The Cone compiler performs a data flow analysis pass after name resolution and type checking. Given that this sort of analysis is rarely covered by compiler literature, I thought it might be useful to jot down some thoughts about its purpose and intriguing mechanics.

Trigger Warning: This blog post is highly technical and brief. It reads more like an organizing outline for a design spec than a typical essay-oriented post.

Goals

Like Rust and Cyclone (and unlike C), Cone constrains the use of variables and values in the pursuit of type, memory and concurrency safety. In pursuit of optimal performance, most constraints are enforced entirely by the compiler. However, some do make use of a mix of compile-time and run-time mechanisms.

Which constraints (and capabilities) does Cone facilitate during data flow analysis?

  • Initialization before use. Ensure every variable has a valid value before it can be used.
  • Borrowed references. Ensure the source of borrowed references cannot be used within the lifetime of the borrowed reference. Check for region liveness or permission lock when borrowing from a weak or owning reference.
  • Lifetimes. Ensure that lifetime-constrained values (particularly borrowed references) never survive past their scope.
  • Move semantics. Make variable bindings unusable when non-copyable values are moved out of them, and reactivate their use when they once again are assigned a value.
  • Region Aliasing, De-aliasing and Existence.
    • Invoke region aliasing logic when copies are made of owning references
    • Invoke region de-aliasing logic when a non-escaping alias of an owning resource expires in its scope,
    • Invoke region existence logic to determine whether a weak reference still points to its original object
  • Permissions. Enforce reference permissions on whether the pointed-at value can be read or changed and whether a reference can be aliased. Also, invoke lock-based permission logic during borrowing.
  • Drop logic. Invoke drop and region free logic, automatically or explicitly, when the last owning reference to a resource is no longer usable.

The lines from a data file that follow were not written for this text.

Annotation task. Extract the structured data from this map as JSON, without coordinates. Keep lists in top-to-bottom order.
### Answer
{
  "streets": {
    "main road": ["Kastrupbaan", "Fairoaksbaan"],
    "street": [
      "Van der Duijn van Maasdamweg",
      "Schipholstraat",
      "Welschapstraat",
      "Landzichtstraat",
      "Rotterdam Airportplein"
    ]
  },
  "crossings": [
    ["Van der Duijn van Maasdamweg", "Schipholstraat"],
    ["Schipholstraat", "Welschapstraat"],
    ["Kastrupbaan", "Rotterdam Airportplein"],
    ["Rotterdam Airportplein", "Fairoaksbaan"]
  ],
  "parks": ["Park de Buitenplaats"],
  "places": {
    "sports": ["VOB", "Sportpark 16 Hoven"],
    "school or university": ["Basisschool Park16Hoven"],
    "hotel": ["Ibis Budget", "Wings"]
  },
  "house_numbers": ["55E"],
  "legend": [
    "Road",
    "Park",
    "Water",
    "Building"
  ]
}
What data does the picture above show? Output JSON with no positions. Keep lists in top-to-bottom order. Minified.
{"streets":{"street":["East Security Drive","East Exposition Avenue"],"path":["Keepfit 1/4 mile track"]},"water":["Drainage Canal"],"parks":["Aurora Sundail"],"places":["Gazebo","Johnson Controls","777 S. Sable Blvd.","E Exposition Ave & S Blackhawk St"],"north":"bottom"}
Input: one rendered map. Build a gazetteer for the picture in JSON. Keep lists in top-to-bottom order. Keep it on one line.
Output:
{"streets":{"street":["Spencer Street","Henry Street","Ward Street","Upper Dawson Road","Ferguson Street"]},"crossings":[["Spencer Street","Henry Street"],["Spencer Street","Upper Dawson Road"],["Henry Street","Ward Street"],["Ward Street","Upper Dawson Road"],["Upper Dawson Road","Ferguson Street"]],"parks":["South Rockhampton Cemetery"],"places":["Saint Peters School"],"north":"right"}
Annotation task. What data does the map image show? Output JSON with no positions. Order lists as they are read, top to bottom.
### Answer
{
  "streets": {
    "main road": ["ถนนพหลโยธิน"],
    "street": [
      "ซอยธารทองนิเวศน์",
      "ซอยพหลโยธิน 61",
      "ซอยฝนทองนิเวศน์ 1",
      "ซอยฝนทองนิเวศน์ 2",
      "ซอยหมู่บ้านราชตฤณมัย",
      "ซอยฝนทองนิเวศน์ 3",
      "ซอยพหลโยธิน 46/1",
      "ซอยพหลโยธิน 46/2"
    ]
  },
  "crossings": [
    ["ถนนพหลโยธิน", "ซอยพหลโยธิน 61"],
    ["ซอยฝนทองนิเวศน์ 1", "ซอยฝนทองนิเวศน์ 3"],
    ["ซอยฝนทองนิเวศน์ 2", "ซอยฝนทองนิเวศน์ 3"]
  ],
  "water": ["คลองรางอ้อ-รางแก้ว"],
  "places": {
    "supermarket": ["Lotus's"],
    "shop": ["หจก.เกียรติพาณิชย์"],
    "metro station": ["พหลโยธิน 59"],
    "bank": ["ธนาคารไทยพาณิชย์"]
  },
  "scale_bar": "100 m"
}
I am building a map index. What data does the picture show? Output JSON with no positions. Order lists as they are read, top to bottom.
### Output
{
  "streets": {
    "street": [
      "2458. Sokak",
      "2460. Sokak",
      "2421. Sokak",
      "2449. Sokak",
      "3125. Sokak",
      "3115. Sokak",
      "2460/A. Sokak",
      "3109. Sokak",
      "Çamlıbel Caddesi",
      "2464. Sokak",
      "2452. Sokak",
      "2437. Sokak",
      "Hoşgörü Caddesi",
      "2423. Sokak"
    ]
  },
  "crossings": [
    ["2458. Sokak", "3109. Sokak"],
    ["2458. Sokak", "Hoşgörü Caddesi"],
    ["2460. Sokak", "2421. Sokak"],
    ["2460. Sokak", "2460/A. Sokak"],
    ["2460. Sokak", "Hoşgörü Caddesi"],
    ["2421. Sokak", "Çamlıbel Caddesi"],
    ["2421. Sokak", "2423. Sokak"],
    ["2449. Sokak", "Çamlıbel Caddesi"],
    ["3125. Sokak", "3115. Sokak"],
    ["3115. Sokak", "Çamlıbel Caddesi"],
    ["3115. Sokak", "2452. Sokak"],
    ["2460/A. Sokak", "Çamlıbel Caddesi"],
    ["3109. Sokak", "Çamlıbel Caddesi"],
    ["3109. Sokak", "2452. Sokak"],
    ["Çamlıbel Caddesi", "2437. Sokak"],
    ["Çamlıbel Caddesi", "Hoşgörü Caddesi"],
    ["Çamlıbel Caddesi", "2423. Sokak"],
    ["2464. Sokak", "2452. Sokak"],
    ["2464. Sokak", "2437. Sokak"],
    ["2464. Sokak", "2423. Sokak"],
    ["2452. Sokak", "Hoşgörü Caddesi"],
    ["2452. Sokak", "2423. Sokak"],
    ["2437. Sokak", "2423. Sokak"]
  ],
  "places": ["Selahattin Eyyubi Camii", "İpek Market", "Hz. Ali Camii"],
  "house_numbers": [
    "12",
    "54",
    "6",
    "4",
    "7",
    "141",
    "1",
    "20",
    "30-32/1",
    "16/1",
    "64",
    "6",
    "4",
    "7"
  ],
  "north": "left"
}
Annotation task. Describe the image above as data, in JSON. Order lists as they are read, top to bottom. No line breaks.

Although most of these mechanics are needed to ensure pointers are used safely, enforcement ends up bleeding into values of complex record types that have references as elements, as well as those that make use of a finalizer or move semantics.

Context-specific Expression Tree Analysis

Data flow analysis is performed on each function’s logic nodes immediately after its nodes have been typed check, since analysis requires type information to make decisions. AST/IR nodes are not lowered to a control-flow graph, as the already simple, block-structured representation of a function’s control flow is easy enough to follow (more on that later).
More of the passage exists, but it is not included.